Ariba initially licensed Thunderstone Texis due to the availability of integration code from their content management system vendor who supported Texis because of the attribute storage and search available in Texis. The integration code turned out to be inefficient and was sluggish for Ariba's end users when pushed beyond its design. Because Thunderstone provides the ability to completely customize everything from the Texis databases to Vortex scripts, Ariba's software engineers developed their own integration with the content management system. The result was greatly improved efficiency with several customized interfaces that enabled users of the company's various portals to search for content items containing full text and file attachments plus all the associated metadata needed for efficient filtering, security and results sorting. Over time, Ariba built their current knowledge base. With every engagement it became smoother and smoother and smoother, and they are able to have everyone, globally, following the same process. And then from Professional Services implementation methodology it started growing into Sales and Marketing material, and then into Customer Support -- the entire CRM environment, engineering, HR, and eventually every department in Ariba got on-board with their Knowledge Management platform, and now they're all big users of it (Ariba has around 2,000 employees in North America, Europe, Asia/Pacific, Latin America and the Middle East).

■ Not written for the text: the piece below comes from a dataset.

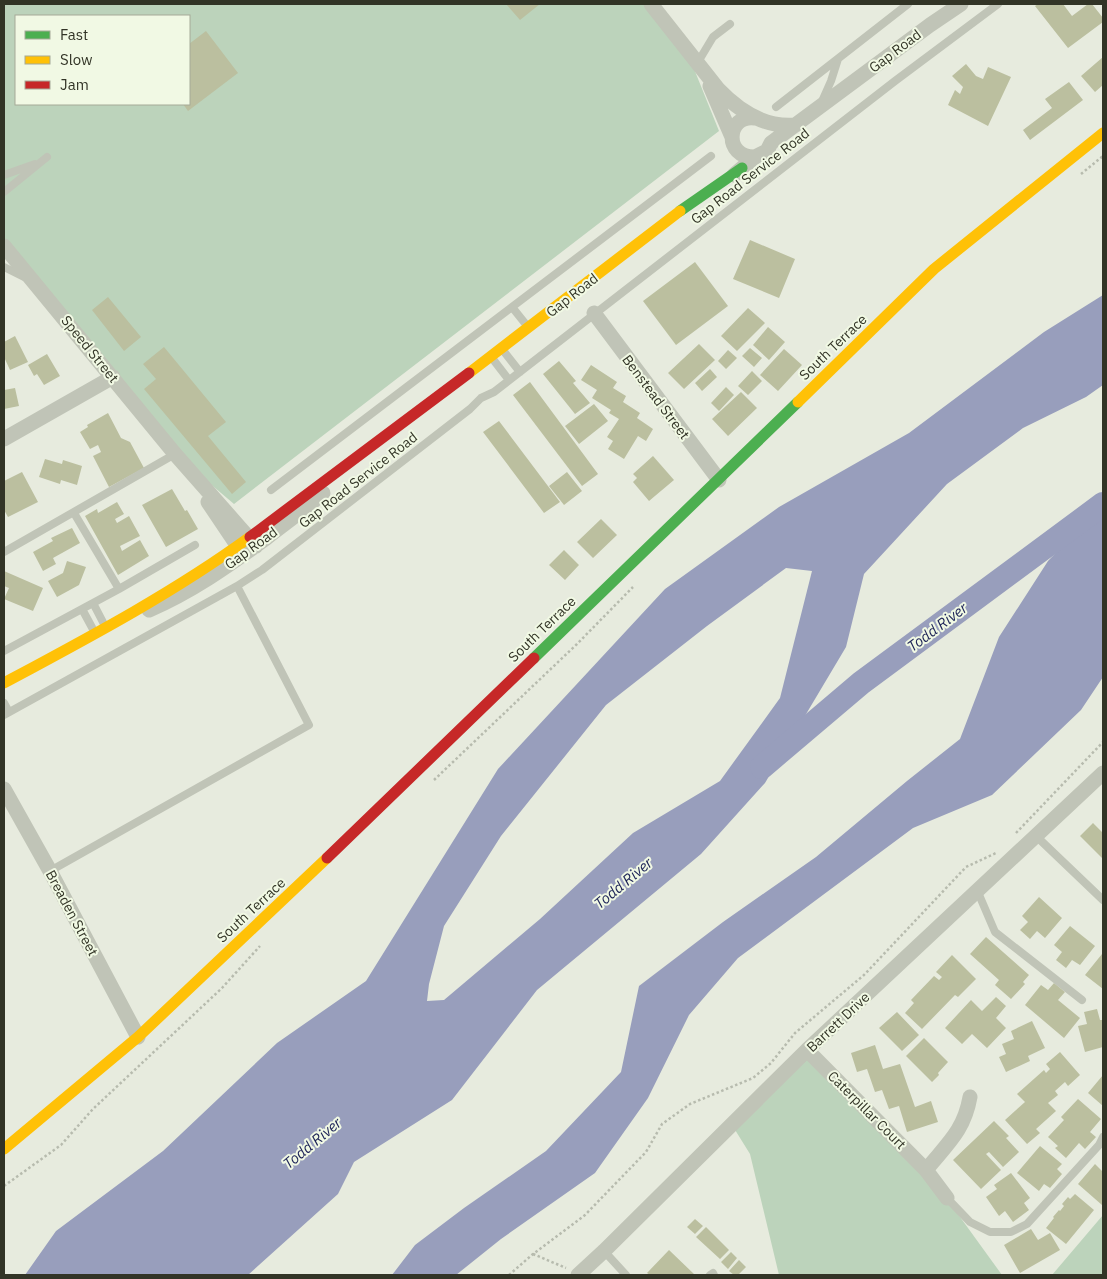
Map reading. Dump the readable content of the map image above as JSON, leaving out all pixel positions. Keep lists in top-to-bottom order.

As Matthews explains, “We started rolling out enhancement wave after enhancement wave and have continued that to this day. One of the latest enhancements that we've rolled out has been federated searching capabilities, what Thunderstone calls the meta-searching. We actually have portlets that we use on various portals across our extranet that allow people to pull together incongruent content based on metasearches that they want to perform. It is possible now, within the last year, for an Ariba employee to do a search and be able to pull a service request from our CRM system, a defect from our engineering quality system, a marketing presentation from our content management system, as well as searching any number of other internal web sites that have been indexed. You can search over all of the sources through one integrated portlet that we built on top of Thunderstone Texis.

“Texis allows Ariba to index widely varying content into a platform that can be securely accessed by users from various portals for our customers, partners, suppliers, prospects and employees. We are able to use the search engine to present dynamic, context-sensitive views of content for users to browse with the ability to refine through full-text searching.”

Customized Search Engine for Knowledge Management

Thunderstone has always believed in providing tools to users, letting them add the intelligence and knowledge they have in their field to the core tools Thunderstone provides, enabling the creation of powerful applications that can give a competitive advantage. By providing a SQL based database that is optimized for full-text searching in combination with traditional database attributes Thunderstone enables customers to use their existing expertise in database application creation and efficiently extend it into the world of search. Another benefit Thunderstone provides is the Texis Web Script language, known as Vortex. This is designed to allow developers to quickly create applications using the Texis database by providing a simple but powerful syntax and library. Customers can take Thunderstone's applications and modify them to suit their needs easily, while at the same time allowing Thunderstone to create new applications for customers, usually in a matter of days.

Matthews continued, “From a knowledge management perspective we were excited to get involved with Thunderstone, because what they brought to us was a completely customizable interface. A lot of companies, when you talk about knowledge management, tend to believe there's one out-of-the-box solution you can install that's going to solve all your problems with no customization. But, that's not reality. What Thunderstone allowed us to do was to completely look at any and every requirement that we have. With Thunderstone Texis we get a platform that we can customize down to the most technical level.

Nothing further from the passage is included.